Supplied data:
● ● ●

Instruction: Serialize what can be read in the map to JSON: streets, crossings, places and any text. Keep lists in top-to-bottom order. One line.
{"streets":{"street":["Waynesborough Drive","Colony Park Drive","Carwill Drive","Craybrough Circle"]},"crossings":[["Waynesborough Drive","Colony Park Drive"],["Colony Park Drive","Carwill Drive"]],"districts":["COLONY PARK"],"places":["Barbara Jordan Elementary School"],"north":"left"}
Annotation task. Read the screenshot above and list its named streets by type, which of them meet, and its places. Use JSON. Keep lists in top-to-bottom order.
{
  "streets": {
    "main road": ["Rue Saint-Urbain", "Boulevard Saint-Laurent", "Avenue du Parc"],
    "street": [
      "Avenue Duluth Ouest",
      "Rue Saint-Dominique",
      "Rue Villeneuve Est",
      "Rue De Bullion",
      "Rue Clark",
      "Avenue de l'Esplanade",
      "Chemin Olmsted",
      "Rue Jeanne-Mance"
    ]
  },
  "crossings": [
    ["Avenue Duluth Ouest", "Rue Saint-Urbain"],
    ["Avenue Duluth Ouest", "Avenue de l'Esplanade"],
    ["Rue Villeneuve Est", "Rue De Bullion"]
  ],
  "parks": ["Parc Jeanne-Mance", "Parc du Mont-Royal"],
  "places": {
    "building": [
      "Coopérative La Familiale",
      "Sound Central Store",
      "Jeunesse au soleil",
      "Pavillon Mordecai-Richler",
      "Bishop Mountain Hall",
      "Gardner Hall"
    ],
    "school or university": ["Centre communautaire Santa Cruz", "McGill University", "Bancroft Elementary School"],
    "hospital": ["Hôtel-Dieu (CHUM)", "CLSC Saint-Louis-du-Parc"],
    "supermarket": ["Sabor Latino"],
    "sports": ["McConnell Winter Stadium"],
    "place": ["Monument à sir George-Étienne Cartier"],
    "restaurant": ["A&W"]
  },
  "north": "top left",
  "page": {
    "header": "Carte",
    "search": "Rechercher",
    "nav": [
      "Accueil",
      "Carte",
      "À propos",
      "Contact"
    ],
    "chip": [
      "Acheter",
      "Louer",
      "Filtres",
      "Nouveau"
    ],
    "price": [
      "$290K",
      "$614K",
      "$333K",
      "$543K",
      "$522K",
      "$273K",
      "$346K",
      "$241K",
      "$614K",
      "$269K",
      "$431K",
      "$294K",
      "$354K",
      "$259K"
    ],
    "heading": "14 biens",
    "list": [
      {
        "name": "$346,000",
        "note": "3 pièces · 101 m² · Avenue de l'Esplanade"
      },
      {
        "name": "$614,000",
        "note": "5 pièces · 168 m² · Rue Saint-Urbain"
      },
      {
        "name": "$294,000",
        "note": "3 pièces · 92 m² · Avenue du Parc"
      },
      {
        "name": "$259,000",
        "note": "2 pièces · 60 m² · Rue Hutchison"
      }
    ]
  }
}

● ● ●

Work to complete:
Go through the preceding material and copy each line that has the word "Avenue".

Your response:
    "main road": ["Rue Saint-Urbain", "Boulevard Saint-Laurent", "Avenue du Parc"],
      "Avenue Duluth Ouest",
      "Avenue de l'Esplanade",
    ["Avenue Duluth Ouest", "Rue Saint-Urbain"],
    ["Avenue Duluth Ouest", "Avenue de l'Esplanade"],
        "note": "3 pièces · 101 m² · Avenue de l'Esplanade"
        "note": "3 pièces · 92 m² · Avenue du Parc"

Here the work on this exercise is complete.